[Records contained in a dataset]
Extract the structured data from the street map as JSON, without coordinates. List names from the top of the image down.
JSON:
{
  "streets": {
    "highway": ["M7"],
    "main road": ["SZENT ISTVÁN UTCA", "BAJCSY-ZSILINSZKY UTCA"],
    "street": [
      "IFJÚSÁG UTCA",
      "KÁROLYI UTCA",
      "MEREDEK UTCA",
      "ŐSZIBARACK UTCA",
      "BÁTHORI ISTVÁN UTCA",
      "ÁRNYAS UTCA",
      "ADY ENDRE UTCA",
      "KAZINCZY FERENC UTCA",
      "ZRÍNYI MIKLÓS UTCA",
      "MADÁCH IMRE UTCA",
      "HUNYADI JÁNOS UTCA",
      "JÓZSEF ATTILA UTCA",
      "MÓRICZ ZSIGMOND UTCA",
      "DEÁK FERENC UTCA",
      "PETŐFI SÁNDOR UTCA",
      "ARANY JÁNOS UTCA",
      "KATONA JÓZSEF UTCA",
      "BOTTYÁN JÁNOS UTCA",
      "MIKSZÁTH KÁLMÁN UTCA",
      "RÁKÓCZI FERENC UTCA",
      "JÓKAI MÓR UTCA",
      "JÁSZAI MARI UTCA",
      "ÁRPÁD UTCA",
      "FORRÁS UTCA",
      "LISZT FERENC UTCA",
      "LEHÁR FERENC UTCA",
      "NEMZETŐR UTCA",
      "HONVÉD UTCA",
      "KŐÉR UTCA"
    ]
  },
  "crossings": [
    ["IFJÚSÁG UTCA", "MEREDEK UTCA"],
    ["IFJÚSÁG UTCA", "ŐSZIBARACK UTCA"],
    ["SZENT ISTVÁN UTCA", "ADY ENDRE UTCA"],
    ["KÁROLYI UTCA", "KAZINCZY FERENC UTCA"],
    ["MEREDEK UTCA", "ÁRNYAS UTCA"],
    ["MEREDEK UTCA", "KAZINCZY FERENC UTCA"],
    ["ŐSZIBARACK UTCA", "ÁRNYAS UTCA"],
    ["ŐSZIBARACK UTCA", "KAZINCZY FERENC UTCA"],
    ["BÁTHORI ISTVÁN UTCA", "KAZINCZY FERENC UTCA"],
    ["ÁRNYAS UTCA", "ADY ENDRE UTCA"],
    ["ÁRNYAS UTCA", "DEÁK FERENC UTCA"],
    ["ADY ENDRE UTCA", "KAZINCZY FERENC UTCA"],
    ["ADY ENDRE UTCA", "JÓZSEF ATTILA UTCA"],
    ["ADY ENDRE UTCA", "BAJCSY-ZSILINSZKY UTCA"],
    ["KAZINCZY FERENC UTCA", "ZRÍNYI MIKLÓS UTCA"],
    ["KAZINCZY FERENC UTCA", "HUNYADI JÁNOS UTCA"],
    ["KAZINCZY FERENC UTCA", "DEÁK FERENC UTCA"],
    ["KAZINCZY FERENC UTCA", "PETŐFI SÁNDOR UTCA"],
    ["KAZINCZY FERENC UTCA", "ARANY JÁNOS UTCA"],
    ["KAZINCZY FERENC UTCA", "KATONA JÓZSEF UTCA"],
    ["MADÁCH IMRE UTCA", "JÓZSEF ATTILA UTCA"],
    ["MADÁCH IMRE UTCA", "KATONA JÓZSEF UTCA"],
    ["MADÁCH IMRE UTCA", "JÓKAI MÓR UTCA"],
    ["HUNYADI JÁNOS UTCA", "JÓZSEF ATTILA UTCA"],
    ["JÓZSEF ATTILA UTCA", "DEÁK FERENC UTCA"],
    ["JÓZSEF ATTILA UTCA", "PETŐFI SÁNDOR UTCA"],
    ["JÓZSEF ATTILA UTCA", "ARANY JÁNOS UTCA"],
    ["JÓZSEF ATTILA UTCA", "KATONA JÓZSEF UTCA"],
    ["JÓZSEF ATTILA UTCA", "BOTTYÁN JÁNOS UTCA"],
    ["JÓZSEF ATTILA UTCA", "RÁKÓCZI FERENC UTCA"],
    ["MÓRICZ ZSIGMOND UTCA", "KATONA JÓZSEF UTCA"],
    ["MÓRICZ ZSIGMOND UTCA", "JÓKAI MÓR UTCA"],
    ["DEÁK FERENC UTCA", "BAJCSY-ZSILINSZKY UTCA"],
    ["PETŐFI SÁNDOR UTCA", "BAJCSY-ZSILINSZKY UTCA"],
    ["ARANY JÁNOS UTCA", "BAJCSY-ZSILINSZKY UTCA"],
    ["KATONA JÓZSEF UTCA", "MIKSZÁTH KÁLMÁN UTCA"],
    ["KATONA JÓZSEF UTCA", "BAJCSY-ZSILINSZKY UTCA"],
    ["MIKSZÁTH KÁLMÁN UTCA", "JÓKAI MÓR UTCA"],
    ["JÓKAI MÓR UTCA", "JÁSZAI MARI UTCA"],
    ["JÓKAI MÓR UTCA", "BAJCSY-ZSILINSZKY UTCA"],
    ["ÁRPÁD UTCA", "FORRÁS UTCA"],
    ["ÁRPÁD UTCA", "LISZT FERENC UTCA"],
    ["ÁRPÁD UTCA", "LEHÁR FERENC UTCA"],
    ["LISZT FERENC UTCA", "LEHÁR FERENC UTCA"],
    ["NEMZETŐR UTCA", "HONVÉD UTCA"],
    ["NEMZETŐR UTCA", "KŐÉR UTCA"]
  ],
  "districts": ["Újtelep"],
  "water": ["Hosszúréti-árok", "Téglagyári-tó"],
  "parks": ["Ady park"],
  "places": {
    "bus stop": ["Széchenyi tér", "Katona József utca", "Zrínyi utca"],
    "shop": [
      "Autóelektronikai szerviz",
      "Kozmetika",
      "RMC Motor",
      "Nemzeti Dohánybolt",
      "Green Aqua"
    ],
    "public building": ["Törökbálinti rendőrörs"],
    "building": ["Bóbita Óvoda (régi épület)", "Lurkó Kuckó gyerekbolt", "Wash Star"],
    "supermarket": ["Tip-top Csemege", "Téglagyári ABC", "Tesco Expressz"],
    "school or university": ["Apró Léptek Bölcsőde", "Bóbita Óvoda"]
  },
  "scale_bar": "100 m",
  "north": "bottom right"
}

● ASSIGNED TASK
Restate every record verbatim.

● ANSWER BELOW
Extract the structured data from the street map as JSON, without coordinates. List names from the top of the image down.
JSON:
{
  "streets": {
    "highway": ["M7"],
    "main road": ["SZENT ISTVÁN UTCA", "BAJCSY-ZSILINSZKY UTCA"],
    "street": [
      "IFJÚSÁG UTCA",
      "KÁROLYI UTCA",
      "MEREDEK UTCA",
      "ŐSZIBARACK UTCA",
      "BÁTHORI ISTVÁN UTCA",
      "ÁRNYAS UTCA",
      "ADY ENDRE UTCA",
      "KAZINCZY FERENC UTCA",
      "ZRÍNYI MIKLÓS UTCA",
      "MADÁCH IMRE UTCA",
      "HUNYADI JÁNOS UTCA",
      "JÓZSEF ATTILA UTCA",
      "MÓRICZ ZSIGMOND UTCA",
      "DEÁK FERENC UTCA",
      "PETŐFI SÁNDOR UTCA",
      "ARANY JÁNOS UTCA",
      "KATONA JÓZSEF UTCA",
      "BOTTYÁN JÁNOS UTCA",
      "MIKSZÁTH KÁLMÁN UTCA",
      "RÁKÓCZI FERENC UTCA",
      "JÓKAI MÓR UTCA",
      "JÁSZAI MARI UTCA",
      "ÁRPÁD UTCA",
      "FORRÁS UTCA",
      "LISZT FERENC UTCA",
      "LEHÁR FERENC UTCA",
      "NEMZETŐR UTCA",
      "HONVÉD UTCA",
      "KŐÉR UTCA"
    ]
  },
  "crossings": [
    ["IFJÚSÁG UTCA", "MEREDEK UTCA"],
    ["IFJÚSÁG UTCA", "ŐSZIBARACK UTCA"],
    ["SZENT ISTVÁN UTCA", "ADY ENDRE UTCA"],
    ["KÁROLYI UTCA", "KAZINCZY FERENC UTCA"],
    ["MEREDEK UTCA", "ÁRNYAS UTCA"],
    ["MEREDEK UTCA", "KAZINCZY FERENC UTCA"],
    ["ŐSZIBARACK UTCA", "ÁRNYAS UTCA"],
    ["ŐSZIBARACK UTCA", "KAZINCZY FERENC UTCA"],
    ["BÁTHORI ISTVÁN UTCA", "KAZINCZY FERENC UTCA"],
    ["ÁRNYAS UTCA", "ADY ENDRE UTCA"],
    ["ÁRNYAS UTCA", "DEÁK FERENC UTCA"],
    ["ADY ENDRE UTCA", "KAZINCZY FERENC UTCA"],
    ["ADY ENDRE UTCA", "JÓZSEF ATTILA UTCA"],
    ["ADY ENDRE UTCA", "BAJCSY-ZSILINSZKY UTCA"],
    ["KAZINCZY FERENC UTCA", "ZRÍNYI MIKLÓS UTCA"],
    ["KAZINCZY FERENC UTCA", "HUNYADI JÁNOS UTCA"],
    ["KAZINCZY FERENC UTCA", "DEÁK FERENC UTCA"],
    ["KAZINCZY FERENC UTCA", "PETŐFI SÁNDOR UTCA"],
    ["KAZINCZY FERENC UTCA", "ARANY JÁNOS UTCA"],
    ["KAZINCZY FERENC UTCA", "KATONA JÓZSEF UTCA"],
    ["MADÁCH IMRE UTCA", "JÓZSEF ATTILA UTCA"],
    ["MADÁCH IMRE UTCA", "KATONA JÓZSEF UTCA"],
    ["MADÁCH IMRE UTCA", "JÓKAI MÓR UTCA"],
    ["HUNYADI JÁNOS UTCA", "JÓZSEF ATTILA UTCA"],
    ["JÓZSEF ATTILA UTCA", "DEÁK FERENC UTCA"],
    ["JÓZSEF ATTILA UTCA", "PETŐFI SÁNDOR UTCA"],
    ["JÓZSEF ATTILA UTCA", "ARANY JÁNOS UTCA"],
    ["JÓZSEF ATTILA UTCA", "KATONA JÓZSEF UTCA"],
    ["JÓZSEF ATTILA UTCA", "BOTTYÁN JÁNOS UTCA"],
    ["JÓZSEF ATTILA UTCA", "RÁKÓCZI FERENC UTCA"],
    ["MÓRICZ ZSIGMOND UTCA", "KATONA JÓZSEF UTCA"],
    ["MÓRICZ ZSIGMOND UTCA", "JÓKAI MÓR UTCA"],
    ["DEÁK FERENC UTCA", "BAJCSY-ZSILINSZKY UTCA"],
    ["PETŐFI SÁNDOR UTCA", "BAJCSY-ZSILINSZKY UTCA"],
    ["ARANY JÁNOS UTCA", "BAJCSY-ZSILINSZKY UTCA"],
    ["KATONA JÓZSEF UTCA", "MIKSZÁTH KÁLMÁN UTCA"],
    ["KATONA JÓZSEF UTCA", "BAJCSY-ZSILINSZKY UTCA"],
    ["MIKSZÁTH KÁLMÁN UTCA", "JÓKAI MÓR UTCA"],
    ["JÓKAI MÓR UTCA", "JÁSZAI MARI UTCA"],
    ["JÓKAI MÓR UTCA", "BAJCSY-ZSILINSZKY UTCA"],
    ["ÁRPÁD UTCA", "FORRÁS UTCA"],
    ["ÁRPÁD UTCA", "LISZT FERENC UTCA"],
    ["ÁRPÁD UTCA", "LEHÁR FERENC UTCA"],
    ["LISZT FERENC UTCA", "LEHÁR FERENC UTCA"],
    ["NEMZETŐR UTCA", "HONVÉD UTCA"],
    ["NEMZETŐR UTCA", "KŐÉR UTCA"]
  ],
  "districts": ["Újtelep"],
  "water": ["Hosszúréti-árok", "Téglagyári-tó"],
  "parks": ["Ady park"],
  "places": {
    "bus stop": ["Széchenyi tér", "Katona József utca", "Zrínyi utca"],
    "shop": [
      "Autóelektronikai szerviz",
      "Kozmetika",
      "RMC Motor",
      "Nemzeti Dohánybolt",
      "Green Aqua"
    ],
    "public building": ["Törökbálinti rendőrörs"],
    "building": ["Bóbita Óvoda (régi épület)", "Lurkó Kuckó gyerekbolt", "Wash Star"],
    "supermarket": ["Tip-top Csemege", "Téglagyári ABC", "Tesco Expressz"],
    "school or university": ["Apró Léptek Bölcsőde", "Bóbita Óvoda"]
  },
  "scale_bar": "100 m",
  "north": "bottom right"
}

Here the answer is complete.